**Work item**
Among the records below, how many lines contain the word "canvas"? The answer is a single number.

Working data START

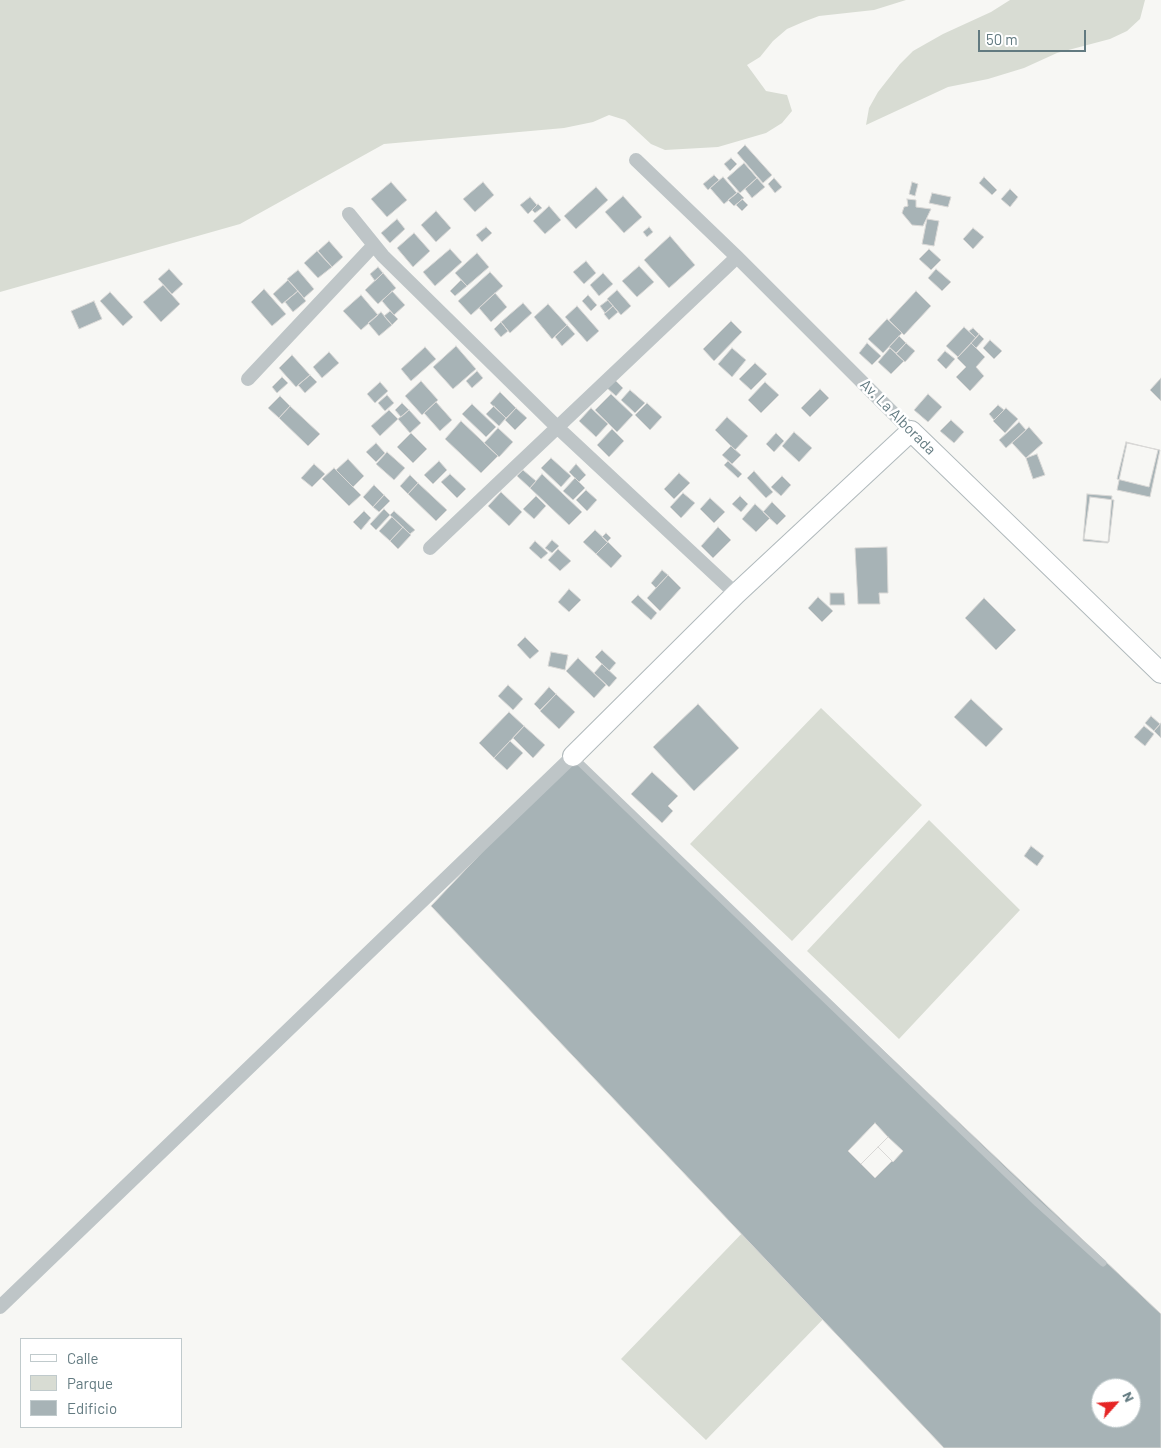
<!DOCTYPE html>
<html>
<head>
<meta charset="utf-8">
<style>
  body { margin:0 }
  #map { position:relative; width:1161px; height:1448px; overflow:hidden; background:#f7f7f4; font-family:Barlow,sans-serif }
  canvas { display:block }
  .legend { position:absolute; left:20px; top:1338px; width:162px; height:90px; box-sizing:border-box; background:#fff; border:1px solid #c0cacc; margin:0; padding:6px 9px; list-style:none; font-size:15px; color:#627a80 }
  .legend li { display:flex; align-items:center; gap:10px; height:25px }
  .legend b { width:25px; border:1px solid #c0cacc }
  .north { position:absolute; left:1091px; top:1378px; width:50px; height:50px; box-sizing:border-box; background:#fff; border:1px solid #c0cacc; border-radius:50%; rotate:64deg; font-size:14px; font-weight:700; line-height:20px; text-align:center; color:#627a80 }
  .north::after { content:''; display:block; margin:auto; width:18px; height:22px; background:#e62525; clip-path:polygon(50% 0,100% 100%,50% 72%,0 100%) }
  .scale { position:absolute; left:978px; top:30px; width:108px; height:22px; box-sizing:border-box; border:2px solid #627a80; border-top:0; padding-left:6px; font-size:15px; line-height:18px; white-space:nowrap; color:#627a80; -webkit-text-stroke:4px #fff; paint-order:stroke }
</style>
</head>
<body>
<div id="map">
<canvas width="1161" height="1448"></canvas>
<ul class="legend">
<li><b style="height:6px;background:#fff"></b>Calle</li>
<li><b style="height:14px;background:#d8dcd3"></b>Parque</li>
<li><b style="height:14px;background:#a7b3b6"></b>Edificio</li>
</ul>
<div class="north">N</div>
<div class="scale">50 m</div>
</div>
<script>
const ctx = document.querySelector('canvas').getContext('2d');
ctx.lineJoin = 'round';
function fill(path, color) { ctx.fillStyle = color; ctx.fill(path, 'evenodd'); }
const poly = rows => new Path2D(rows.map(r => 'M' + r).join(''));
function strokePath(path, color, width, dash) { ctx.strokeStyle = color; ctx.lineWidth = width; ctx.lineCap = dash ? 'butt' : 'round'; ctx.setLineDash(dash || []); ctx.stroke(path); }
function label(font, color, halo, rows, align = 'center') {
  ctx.font = font + ' Barlow,sans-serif'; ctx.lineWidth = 5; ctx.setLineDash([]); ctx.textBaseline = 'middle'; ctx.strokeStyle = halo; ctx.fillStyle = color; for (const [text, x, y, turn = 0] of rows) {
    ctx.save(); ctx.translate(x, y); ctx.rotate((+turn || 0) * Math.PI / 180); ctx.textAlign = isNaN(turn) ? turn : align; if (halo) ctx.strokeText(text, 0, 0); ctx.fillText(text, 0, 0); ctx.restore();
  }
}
fill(poly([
  [0,0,906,0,874,10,819,16,803,22,787,29,773,41,760,57,747,65,766,91,787,95,792,111,782,123,766,133,718,147,665,150,651,144,625,120,609,115,593,122,564,128,384,144,240,224,0,292],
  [1010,0,1145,0,1140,19,1127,31,1110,39,1057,53,1024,68,988,79,948,87,866,125,869,108,878,92,900,64,913,51,943,34,991,12],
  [821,708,922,805,792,941,690,844],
  [929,820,1020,910,899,1039,807,951],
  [748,1227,831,1311,706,1440,621,1359]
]), '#d8dcd3');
const building = poly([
  [745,145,772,175,763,183,737,153,745,145],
  [731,158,737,164,730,171,724,164,731,158],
  [744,163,757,178,740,193,727,178,744,163],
  [714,175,719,180,708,190,703,184,714,175],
  [723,177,737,193,724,204,710,188,723,177],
  [984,177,997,190,992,195,979,183,984,177],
  [757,178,765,187,752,198,745,189,757,178],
  [774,178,782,187,775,193,768,184,774,178],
  [391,182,407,200,387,217,371,199,391,182],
  [483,182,494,195,475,212,463,199,483,182],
  [912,182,918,184,915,196,909,194,912,182],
  [596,187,608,200,576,229,564,216,596,187],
  [1010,189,1018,197,1010,207,1001,199,1010,189],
  [738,192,744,198,734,206,728,200,738,192],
  [932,193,951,197,948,207,929,203,932,193],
  [623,196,642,217,624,233,605,212,623,196],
  [530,197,537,205,528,214,520,205,530,197],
  [742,199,748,205,742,211,736,205,742,199],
  [907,199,916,200,916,207,931,209,923,226,912,225,902,213,904,207,908,206,907,199],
  [538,204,542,208,535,213,532,210,538,204],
  [549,206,561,220,545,234,533,221,549,206],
  [436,211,451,228,436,242,421,225,436,211],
  [397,219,405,229,390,243,381,233,397,219],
  [927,219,939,221,934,246,922,244,927,219],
  [486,227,492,233,482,242,476,235,486,227],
  [649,227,653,232,647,237,643,232,649,227],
  [973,228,984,237,973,249,963,239,973,228],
  [414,233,430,251,413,267,397,248,414,233],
  [670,236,695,265,669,288,644,260,670,236],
  [329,241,343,257,332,267,318,251,329,241],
  [450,249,462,262,435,286,423,272,450,249],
  [929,249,941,260,931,270,919,259,929,249],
  [317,251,332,267,318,278,304,263,317,251],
  [477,253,489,267,467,286,455,273,477,253],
  [586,261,596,273,584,284,573,272,586,261],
  [639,266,654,282,637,297,622,281,639,266],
  [378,267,383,273,375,281,370,274,378,267],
  [169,269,183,284,172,294,158,279,169,269],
  [936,269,951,282,942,291,928,278,936,269],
  [298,270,314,289,304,298,287,279,298,270],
  [490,272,503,286,471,315,458,301,490,272],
  [383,273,396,288,378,304,365,290,383,273],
  [603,273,613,284,599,296,590,285,603,273],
  [288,280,298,291,282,304,273,294,288,280],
  [461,280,467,286,455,296,450,291,461,280],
  [163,285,180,304,161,322,143,302,163,285],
  [264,289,286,314,272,326,251,302,264,289],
  [617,290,631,306,621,315,607,299,617,290],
  [298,291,306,301,293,312,285,302,298,291],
  [392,291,405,305,394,315,382,301,392,291],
  [916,291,931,306,904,335,889,320,916,291],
  [110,292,133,317,123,326,100,301,110,292],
  [495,293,507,307,491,322,479,308,495,293],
  [361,295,378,315,361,330,343,311,361,295],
  [588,295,597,305,591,311,582,301,588,295],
  [608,300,613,306,605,313,600,306,608,300],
  [94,301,102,319,79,329,71,311,94,301],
  [523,303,532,313,510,333,501,322,523,303],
  [548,304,567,325,552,339,534,317,548,304],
  [577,306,599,331,587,342,565,317,577,306],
  [613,306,618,312,609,320,604,314,613,306],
  [390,311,398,319,392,325,384,316,390,311],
  [381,312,392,325,379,336,368,323,381,312],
  [887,319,902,333,883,353,868,339,887,319],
  [731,321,742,332,714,361,703,349,731,321],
  [501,322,508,331,501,337,494,329,501,322],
  [567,325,575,334,562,346,555,337,567,325],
  [964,327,976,338,958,357,946,346,964,327],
  [973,328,979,334,976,338,969,331,973,328],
  [979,334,984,339,976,348,971,343,979,334],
  [899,336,906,343,896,353,889,347,899,336],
  [990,340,1002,351,994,359,983,348,990,340],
  [867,343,881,356,872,365,859,353,867,343],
  [906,343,915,351,905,362,896,354,906,343],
  [971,343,985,357,976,367,984,376,970,391,956,377,966,367,957,358,971,343],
  [456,346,476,369,453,389,433,367,456,346],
  [425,347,436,359,411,381,401,369,425,347],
  [732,348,746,360,732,377,718,364,732,348],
  [890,348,904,361,891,374,878,362,890,348],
  [945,351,955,359,946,369,937,360,945,351],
  [329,352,339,363,322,378,313,367,329,352],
  [292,355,310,375,296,387,279,368,292,355],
  [755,363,767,374,751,390,739,379,755,363],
  [477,371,483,378,472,388,466,381,477,371],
  [310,375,317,382,305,393,298,385,310,375],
  [282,377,288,383,277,393,272,387,282,377],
  [1161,378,1161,401,1150,390,1161,378],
  [615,380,623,388,616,396,607,388,615,380],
  [421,381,438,400,422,415,405,396,421,381],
  [380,382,388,391,375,403,367,394,380,382],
  [765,382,779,395,761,413,748,400,765,382],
  [820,389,829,398,810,417,801,408,820,389],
  [630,390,645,403,635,413,621,400,630,390],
  [500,392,516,408,506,418,490,403,500,392],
  [611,394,633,415,617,432,595,410,611,394],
  [928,394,942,407,928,422,914,410,928,394],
  [387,395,394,403,385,411,378,403,387,395],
  [280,396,290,406,279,418,268,408,280,396],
  [436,402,452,420,440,431,424,413,436,402],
  [402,403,409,410,401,417,395,410,402,403],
  [647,403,662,417,650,430,635,415,647,403],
  [472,404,496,427,486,437,462,414,472,404],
  [998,405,1004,410,994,420,989,414,998,405],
  [290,406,320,434,308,446,279,418,290,406],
  [494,406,506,418,499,426,486,414,494,406],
  [516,408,527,418,515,430,505,420,516,408],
  [591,408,608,424,596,437,579,421,591,408],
  [1006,408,1018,419,1005,433,993,421,1006,408],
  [389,410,398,419,380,436,371,426,389,410],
  [409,410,421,423,410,433,398,419,409,410],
  [727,417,748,436,735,450,715,430,727,417],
  [951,420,964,432,954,443,940,431,951,420],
  [461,421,498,456,481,473,445,439,461,421],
  [1019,422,1026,430,1006,448,999,440,1019,422],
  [1029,427,1043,443,1026,458,1012,443,1029,427],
  [498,428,513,442,499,457,484,443,498,428],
  [612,429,624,441,609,457,597,445,612,429],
  [794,432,812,448,799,462,782,446,794,432],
  [411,433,427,449,413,463,397,447,411,433],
  [776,433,784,441,774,452,766,444,776,433],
  [1126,442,1158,450,1149,487,1117,479,1126,442],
  [376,443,385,453,376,462,366,452,376,443],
  [1127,443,1160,450,1150,497,1117,490,1127,443],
  [731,446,741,455,732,464,722,455,731,446],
  [387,452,405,468,394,480,376,464,387,452],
  [1037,454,1045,475,1033,479,1026,458,1037,454],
  [551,458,571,476,561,487,541,468,551,458],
  [348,459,364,476,353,487,336,470,348,459],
  [439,461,447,470,433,484,424,475,439,461],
  [728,461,742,474,738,478,724,465,728,461],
  [314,464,325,474,312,487,301,478,314,464],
  [576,464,586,475,579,482,569,472,576,464],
  [334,468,361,495,349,506,322,479,334,468],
  [523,470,536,481,530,488,517,476,523,470],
  [754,471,773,492,766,498,747,478,754,471],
  [679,473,690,483,674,499,664,489,679,473],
  [450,474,466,489,457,498,441,482,450,474],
  [542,474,582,512,569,525,530,488,542,474],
  [410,475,418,483,408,494,400,486,410,475],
  [782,476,791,485,781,496,771,487,782,476],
  [575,478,585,488,573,500,563,491,575,478],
  [418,483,447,510,436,521,408,494,418,483],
  [374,485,384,495,373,507,363,497,374,485],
  [586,490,597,500,587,511,576,500,586,490],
  [501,492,522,512,509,526,488,506,501,492],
  [683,493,695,503,681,518,670,507,683,493],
  [1087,494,1112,496,1108,543,1083,541,1087,494],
  [384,495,390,501,379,512,373,507,384,495],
  [536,496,546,506,534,519,523,509,536,496],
  [740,496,748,504,741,512,732,504,740,496],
  [1090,497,1114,500,1109,542,1084,539,1090,497],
  [710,498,725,512,714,523,700,509,710,498],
  [772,502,786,516,777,525,763,512,772,502],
  [755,504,770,518,756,532,742,519,755,504],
  [384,509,390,515,376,530,370,524,384,509],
  [364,511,371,518,361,530,353,522,364,511],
  [394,511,415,530,410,534,390,515,394,511],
  [392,517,403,527,390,541,379,531,392,517],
  [403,527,411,535,398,549,390,541,403,527],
  [718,527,731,540,713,558,701,546,718,527],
  [595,530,608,542,596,554,583,542,595,530],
  [606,533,611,538,607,542,602,537,606,533],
  [552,540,559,546,552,553,545,548,552,540],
  [535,541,548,553,541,559,529,548,535,541],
  [608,542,622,556,611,568,596,554,608,542],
  [887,547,888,593,879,593,880,604,858,604,855,548,887,547],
  [558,549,571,561,560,571,548,560,558,549],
  [662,570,668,575,656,588,651,583,662,570],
  [668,575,681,588,660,611,647,598,668,575],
  [569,589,581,600,569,612,558,602,569,589],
  [830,593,844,593,845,605,830,605,830,593],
  [638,595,657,613,651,620,631,602,638,595],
  [818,597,833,611,822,622,808,608,818,597],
  [984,598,1016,630,996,650,965,618,984,598],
  [525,637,539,651,530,659,517,645,525,637],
  [602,650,616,663,609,671,595,657,602,650],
  [551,652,568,655,565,670,548,666,551,652],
  [578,658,606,685,594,698,566,671,578,658],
  [602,664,617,678,609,687,594,673,602,664],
  [508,685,523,699,513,710,498,696,508,685],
  [549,687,556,694,540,710,534,704,549,687],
  [556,694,575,712,559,729,540,711,556,694],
  [971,699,1003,729,986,747,954,717,971,699],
  [698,704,739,748,694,791,653,747,698,704],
  [509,712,524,726,494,758,479,743,509,712],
  [1151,716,1160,724,1154,731,1145,723,1151,716],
  [1161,723,1161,738,1154,731,1161,723],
  [524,726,545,745,533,758,513,738,524,726],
  [1144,726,1154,734,1145,746,1134,737,1144,726],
  [510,741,523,753,507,770,494,758,510,741],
  [573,756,1161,1314,1161,1448,944,1448,431,906,573,756],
  [1101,1388,1131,1388,1131,1418,1101,1418,1101,1388],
  [652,772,678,796,668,806,673,811,662,823,631,794,652,772],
  [1031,846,1044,856,1037,866,1024,856,1031,846],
  [875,1123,888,1137,861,1164,848,1151,875,1123],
  [888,1137,903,1151,893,1162,878,1147,888,1137],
  [878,1147,892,1161,875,1178,861,1164,878,1147]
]);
fill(building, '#a7b3b6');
strokePath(building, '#d9d8d6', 1);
const secondary = poly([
  [573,756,736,594,911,431,1161,673]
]);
strokePath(secondary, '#b0b9bc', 22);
strokePath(poly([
  [575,758,1037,1203,1103,1263]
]), '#bec5c7', 7);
strokePath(poly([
  [636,160,737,257,911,431],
  [349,214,383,256,557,427,736,594],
  [248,379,373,246],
  [430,548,737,257],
  [0,1307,573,756]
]), '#bec5c7', 14);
strokePath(secondary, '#fff', 20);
label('15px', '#627a80', '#fff', [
  ["Av. La Alborada",898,417,45]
]);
</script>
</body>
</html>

Working data END

**Written answer**
3